Very simple using the pandas
library.
Code:
import pandas as pd
url = "http://www.csfbl.com/freeagents.asp?leagueid=2237"
dfs = pd.read_html(url)
# print dfs[3]
# dfs[3].to_csv("stats.csv") # Send to a CSV file.
print dfs[3].head()
Result:
0 1 2 3 4 5 6 7 8 9 10 \
0 Pos Name Age T PO FI CO SY HR RA GL
1 P George Pacheco 38 R 4858 7484 8090 7888 6777 4353 6979
2 P David Montoya 34 R 3944 5976 6673 8699 6267 6685 5459
3 P Robert Cole 34 R 5769 7189 7285 5863 6267 5868 5462
4 P Juanold McDonald 32 R 69100 5772 4953 4866 5976 67100 5362
11 12 13 14 15 16
0 AR EN RL Fatigue Salary NaN
1 3747 6171 -3 100% --- $3,672,000
2 5257 5975 -4 96% 2% $2,736,000
3 4953 5061 -4 96% 3% $2,401,000
4 5982 5263 -4 100% --- $1,890,000
You can apply whatever cleaning methods you want from here onwards. Code is rudimentary so it's up to you to improve it.
More Code:
import pandas as pd
import itertools
url = "http://www.csfbl.com/freeagents.asp?leagueid=2237"
dfs = pd.read_html(url)
df = dfs[3] # "First" stats table.
# The first row is the actual header.
# Also, notice the NaN at the end.
header = df.iloc[0][:-1].tolist()
# Fix that atrocity of a last column.
df.drop([15], axis=1, inplace=True)
# Last row is all NaNs. This particular
# table should end with Jeremy Dix.
df = df.iloc[1:-1,:]
df.columns = header
df.reset_index(drop=True, inplace=True)
# Pandas cannot create two rows without the
# dataframe turning into a nightmare. Let's
# try an aesthetic change.
sub_header = header[4:13]
orig = ["{}{}".format(h, "r") for h in sub_header]

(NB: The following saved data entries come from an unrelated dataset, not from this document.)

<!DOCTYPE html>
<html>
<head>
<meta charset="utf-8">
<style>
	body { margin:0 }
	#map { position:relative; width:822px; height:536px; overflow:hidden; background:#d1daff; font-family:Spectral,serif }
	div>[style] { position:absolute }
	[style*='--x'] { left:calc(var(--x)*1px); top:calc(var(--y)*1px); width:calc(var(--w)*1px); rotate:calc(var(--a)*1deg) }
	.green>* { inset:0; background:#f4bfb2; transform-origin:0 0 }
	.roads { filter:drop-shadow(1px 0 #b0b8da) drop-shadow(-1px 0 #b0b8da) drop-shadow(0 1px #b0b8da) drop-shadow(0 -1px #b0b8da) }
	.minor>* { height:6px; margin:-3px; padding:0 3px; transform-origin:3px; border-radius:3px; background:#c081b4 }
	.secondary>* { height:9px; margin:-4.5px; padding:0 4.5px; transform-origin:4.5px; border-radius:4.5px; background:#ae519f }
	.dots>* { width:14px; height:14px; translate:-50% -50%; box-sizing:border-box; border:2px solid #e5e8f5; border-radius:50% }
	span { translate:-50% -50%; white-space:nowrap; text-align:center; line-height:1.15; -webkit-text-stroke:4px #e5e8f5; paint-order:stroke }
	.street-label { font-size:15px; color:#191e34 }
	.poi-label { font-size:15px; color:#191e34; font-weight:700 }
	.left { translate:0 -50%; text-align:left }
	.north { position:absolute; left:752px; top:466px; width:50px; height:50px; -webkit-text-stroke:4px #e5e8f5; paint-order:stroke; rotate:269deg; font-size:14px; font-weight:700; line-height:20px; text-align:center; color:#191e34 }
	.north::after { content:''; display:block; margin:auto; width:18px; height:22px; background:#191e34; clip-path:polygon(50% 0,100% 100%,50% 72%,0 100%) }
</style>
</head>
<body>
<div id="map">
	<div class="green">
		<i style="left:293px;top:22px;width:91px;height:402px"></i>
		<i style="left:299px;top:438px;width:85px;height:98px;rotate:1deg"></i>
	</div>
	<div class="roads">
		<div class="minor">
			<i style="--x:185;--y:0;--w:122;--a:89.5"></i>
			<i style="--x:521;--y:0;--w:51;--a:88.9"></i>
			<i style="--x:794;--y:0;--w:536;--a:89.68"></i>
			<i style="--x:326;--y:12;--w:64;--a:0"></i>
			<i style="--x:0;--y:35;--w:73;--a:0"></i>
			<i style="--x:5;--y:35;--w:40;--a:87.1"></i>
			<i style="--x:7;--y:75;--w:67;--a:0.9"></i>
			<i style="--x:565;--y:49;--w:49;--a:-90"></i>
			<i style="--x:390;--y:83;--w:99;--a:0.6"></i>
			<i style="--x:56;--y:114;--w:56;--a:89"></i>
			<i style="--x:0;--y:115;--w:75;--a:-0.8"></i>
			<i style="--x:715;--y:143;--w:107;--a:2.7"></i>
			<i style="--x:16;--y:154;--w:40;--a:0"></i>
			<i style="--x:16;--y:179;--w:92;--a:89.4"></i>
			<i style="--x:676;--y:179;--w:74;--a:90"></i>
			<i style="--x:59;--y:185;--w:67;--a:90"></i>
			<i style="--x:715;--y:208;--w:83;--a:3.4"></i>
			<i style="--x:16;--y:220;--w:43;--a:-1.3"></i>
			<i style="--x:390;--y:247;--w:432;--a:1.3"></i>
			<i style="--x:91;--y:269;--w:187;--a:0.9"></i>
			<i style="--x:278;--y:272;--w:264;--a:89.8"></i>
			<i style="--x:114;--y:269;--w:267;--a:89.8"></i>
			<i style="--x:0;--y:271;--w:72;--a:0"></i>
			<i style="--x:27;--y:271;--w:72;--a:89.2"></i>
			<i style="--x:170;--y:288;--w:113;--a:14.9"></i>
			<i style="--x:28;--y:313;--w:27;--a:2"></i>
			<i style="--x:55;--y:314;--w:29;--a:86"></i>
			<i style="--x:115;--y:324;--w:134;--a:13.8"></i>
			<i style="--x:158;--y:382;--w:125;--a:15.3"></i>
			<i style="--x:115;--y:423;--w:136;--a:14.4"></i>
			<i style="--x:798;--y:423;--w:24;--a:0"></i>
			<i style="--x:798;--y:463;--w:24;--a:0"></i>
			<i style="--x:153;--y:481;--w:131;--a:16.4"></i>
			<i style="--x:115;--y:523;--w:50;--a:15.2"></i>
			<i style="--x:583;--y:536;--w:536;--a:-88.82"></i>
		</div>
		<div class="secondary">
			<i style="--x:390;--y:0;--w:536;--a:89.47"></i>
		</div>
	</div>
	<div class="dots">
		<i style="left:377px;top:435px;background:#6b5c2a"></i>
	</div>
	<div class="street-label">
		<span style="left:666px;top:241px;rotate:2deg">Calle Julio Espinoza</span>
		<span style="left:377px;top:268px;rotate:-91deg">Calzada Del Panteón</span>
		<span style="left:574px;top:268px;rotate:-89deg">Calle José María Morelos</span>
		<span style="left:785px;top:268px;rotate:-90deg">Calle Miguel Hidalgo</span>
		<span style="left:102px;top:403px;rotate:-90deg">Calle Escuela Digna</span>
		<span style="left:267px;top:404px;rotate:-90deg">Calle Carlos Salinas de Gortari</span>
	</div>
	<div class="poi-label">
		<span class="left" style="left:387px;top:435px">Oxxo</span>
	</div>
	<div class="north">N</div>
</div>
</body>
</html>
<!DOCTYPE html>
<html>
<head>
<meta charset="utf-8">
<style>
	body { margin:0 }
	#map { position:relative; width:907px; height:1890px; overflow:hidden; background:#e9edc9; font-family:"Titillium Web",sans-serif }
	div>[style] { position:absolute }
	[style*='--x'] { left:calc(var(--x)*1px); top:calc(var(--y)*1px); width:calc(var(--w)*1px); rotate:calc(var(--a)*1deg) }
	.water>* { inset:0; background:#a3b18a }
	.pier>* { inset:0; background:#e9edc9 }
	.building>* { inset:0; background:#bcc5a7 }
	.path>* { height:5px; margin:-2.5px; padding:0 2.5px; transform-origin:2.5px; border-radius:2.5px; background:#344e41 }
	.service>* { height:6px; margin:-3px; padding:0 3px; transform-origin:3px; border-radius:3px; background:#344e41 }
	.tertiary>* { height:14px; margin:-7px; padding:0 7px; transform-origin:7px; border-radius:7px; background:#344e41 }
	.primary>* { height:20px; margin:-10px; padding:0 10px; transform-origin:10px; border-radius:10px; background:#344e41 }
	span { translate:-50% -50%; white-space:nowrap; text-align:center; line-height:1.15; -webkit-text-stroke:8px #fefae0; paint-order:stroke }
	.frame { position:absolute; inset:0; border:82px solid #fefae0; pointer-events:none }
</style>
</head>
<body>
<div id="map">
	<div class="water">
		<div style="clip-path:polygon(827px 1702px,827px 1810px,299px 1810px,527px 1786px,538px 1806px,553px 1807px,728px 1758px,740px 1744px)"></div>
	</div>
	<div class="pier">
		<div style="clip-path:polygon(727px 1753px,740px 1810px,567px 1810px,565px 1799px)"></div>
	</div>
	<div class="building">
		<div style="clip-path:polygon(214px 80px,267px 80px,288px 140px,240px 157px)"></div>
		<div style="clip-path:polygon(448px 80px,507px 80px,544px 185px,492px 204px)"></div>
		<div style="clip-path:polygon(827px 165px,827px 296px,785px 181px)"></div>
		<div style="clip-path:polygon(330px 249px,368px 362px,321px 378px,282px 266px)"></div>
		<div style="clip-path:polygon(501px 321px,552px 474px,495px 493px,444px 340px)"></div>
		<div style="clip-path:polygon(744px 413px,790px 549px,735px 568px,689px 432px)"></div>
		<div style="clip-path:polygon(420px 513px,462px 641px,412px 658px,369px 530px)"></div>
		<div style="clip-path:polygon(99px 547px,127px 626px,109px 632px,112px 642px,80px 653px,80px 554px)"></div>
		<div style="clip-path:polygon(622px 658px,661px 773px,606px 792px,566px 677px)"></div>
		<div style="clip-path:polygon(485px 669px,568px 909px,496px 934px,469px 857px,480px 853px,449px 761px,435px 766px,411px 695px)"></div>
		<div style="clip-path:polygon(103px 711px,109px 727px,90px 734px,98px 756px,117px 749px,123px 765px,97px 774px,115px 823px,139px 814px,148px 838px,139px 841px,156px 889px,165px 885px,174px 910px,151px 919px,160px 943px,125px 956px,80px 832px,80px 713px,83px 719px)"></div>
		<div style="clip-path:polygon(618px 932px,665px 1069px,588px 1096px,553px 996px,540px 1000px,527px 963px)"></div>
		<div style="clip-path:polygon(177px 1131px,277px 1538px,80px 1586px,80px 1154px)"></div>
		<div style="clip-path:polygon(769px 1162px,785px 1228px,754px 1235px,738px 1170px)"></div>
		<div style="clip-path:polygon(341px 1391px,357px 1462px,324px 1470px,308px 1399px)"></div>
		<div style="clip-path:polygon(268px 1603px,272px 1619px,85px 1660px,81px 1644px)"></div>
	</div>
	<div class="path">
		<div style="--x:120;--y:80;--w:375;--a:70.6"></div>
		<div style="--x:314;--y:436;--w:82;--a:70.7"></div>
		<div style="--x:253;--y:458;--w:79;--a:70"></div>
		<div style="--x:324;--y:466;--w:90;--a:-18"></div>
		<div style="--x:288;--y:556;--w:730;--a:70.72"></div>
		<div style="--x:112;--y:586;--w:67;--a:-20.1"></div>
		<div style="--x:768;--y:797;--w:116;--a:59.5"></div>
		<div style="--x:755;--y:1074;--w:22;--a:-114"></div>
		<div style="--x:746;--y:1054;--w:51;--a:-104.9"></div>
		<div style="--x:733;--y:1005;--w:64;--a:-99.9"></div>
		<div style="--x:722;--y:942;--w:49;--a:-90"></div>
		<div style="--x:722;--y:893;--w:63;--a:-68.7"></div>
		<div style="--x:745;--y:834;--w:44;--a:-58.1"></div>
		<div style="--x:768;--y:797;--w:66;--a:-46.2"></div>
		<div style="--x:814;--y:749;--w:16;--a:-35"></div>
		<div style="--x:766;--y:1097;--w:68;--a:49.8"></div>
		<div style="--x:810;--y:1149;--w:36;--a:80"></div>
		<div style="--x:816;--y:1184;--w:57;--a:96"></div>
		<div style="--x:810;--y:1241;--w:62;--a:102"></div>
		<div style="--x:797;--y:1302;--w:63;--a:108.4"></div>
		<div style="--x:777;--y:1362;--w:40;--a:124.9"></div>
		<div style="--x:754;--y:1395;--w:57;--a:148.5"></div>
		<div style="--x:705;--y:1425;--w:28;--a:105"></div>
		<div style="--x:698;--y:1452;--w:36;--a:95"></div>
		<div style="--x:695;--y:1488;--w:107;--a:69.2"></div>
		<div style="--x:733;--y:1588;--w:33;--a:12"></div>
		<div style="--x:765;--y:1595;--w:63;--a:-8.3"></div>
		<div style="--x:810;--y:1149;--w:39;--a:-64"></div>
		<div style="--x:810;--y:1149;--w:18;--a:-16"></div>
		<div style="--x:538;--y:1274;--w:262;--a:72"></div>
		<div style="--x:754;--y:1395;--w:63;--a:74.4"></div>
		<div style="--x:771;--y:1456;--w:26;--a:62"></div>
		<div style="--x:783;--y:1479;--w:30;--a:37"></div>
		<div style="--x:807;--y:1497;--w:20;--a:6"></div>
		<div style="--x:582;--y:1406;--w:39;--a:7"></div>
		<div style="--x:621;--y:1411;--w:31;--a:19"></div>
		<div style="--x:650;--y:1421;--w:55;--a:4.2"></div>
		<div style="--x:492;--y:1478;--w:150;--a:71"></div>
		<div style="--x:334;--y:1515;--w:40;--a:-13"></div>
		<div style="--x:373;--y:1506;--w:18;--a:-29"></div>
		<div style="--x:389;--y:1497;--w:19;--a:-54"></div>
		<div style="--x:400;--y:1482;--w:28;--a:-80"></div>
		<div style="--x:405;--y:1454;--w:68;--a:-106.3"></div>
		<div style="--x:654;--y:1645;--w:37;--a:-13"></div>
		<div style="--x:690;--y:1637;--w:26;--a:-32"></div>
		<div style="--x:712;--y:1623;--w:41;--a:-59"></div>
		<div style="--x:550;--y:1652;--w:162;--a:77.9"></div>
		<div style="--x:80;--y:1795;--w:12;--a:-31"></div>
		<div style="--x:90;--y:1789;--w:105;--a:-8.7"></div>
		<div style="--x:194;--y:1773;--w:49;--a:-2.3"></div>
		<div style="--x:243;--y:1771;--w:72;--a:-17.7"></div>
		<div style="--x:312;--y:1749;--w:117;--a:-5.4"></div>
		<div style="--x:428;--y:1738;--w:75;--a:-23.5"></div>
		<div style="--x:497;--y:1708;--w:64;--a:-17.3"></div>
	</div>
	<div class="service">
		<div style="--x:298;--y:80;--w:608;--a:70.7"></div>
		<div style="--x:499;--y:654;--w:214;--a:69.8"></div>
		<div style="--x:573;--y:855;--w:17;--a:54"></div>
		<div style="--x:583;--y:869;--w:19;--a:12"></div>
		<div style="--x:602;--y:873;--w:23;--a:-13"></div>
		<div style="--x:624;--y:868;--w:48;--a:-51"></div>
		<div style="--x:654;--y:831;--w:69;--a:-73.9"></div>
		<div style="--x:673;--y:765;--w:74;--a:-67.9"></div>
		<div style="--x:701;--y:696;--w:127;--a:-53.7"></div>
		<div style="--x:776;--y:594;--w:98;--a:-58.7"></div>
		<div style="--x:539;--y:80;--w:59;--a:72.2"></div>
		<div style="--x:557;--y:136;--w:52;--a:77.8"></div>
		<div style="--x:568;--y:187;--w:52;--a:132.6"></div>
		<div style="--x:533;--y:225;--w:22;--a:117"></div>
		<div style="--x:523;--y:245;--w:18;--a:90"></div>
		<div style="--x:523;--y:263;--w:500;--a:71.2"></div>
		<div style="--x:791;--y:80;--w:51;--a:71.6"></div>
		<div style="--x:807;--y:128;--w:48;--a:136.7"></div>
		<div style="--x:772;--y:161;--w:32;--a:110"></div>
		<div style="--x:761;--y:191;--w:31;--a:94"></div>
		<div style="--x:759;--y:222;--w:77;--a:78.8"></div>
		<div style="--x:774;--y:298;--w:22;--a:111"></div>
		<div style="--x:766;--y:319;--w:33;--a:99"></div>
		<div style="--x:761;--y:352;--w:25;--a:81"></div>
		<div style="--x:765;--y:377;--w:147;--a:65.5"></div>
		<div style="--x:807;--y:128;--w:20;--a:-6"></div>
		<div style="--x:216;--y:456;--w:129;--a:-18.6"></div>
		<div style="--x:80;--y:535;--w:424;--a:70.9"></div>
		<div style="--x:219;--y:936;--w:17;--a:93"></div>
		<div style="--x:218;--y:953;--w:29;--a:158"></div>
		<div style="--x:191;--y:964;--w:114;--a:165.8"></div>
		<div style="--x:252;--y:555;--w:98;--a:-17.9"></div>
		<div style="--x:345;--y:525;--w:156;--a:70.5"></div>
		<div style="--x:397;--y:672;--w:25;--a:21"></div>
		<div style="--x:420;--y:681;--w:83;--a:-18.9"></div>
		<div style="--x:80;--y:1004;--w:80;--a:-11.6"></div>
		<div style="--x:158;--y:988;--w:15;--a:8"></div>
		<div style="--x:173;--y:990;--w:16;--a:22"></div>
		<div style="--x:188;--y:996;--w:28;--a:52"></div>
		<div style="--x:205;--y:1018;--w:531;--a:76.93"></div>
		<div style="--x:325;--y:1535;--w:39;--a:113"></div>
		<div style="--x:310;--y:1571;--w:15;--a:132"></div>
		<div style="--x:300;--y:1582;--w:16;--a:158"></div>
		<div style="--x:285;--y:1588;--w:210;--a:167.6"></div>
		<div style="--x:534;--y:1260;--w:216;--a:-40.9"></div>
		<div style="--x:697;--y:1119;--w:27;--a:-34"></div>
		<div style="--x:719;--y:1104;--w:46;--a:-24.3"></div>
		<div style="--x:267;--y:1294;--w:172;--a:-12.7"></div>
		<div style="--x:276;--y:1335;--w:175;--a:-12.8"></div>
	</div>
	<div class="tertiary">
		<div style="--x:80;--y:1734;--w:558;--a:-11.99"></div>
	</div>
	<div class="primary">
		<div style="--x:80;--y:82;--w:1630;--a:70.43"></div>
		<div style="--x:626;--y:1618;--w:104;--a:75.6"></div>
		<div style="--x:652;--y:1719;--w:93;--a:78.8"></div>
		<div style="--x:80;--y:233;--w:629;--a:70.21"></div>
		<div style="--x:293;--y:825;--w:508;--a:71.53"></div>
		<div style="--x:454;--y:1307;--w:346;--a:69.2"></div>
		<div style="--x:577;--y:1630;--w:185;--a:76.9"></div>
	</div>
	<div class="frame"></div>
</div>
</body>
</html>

clone = ["{}{}".format(h, "p") for h in sub_header]
# http://stackoverflow.com/a/3678930/2548721
comb = [iter(orig), iter(clone)]
comb = list(it.next() for it in itertools.cycle(comb))
# Construct the new header.
new_header = header[0:4]
new_header += comb
new_header += header[13:]
# Slow but does it cleanly.
for s, o, c in zip(sub_header, orig, clone):
df.loc[:, o] = df[s].apply(lambda x: x[:2])
df.loc[:, c] = df[s].apply(lambda x: x[2:])
df = df[new_header] # Drop the other columns.
print df.head()
More result:
Pos Name Age T POr POp FIr FIp COr COp ... RAp GLr \
0 P George Pacheco 38 R 48 58 74 84 80 90 ... 53 69
1 P David Montoya 34 R 39 44 59 76 66 73 ... 85 54
2 P Robert Cole 34 R 57 69 71 89 72 85 ... 68 54
3 P Juanold McDonald 32 R 69 100 57 72 49 53 ... 100 53
4 P Trevor White 37 R 61 66 62 64 67 67 ... 38 48
GLp ARr ARp ENr ENp RL Fatigue Salary
0 79 37 47 61 71 -3 100% $3,672,000
1 59 52 57 59 75 -4 96% $2,736,000
2 62 49 53 50 61 -4 96% $2,401,000
3 62 59 82 52 63 -4 100% $1,890,000
4 50 70 100 62 69 -4 100% $1,887,000
Obviously, what I did instead was separate the Real values from Potential values. Some tricks were used but it gets the job done at least for the first table of players. The next few ones require a degree of manipulation.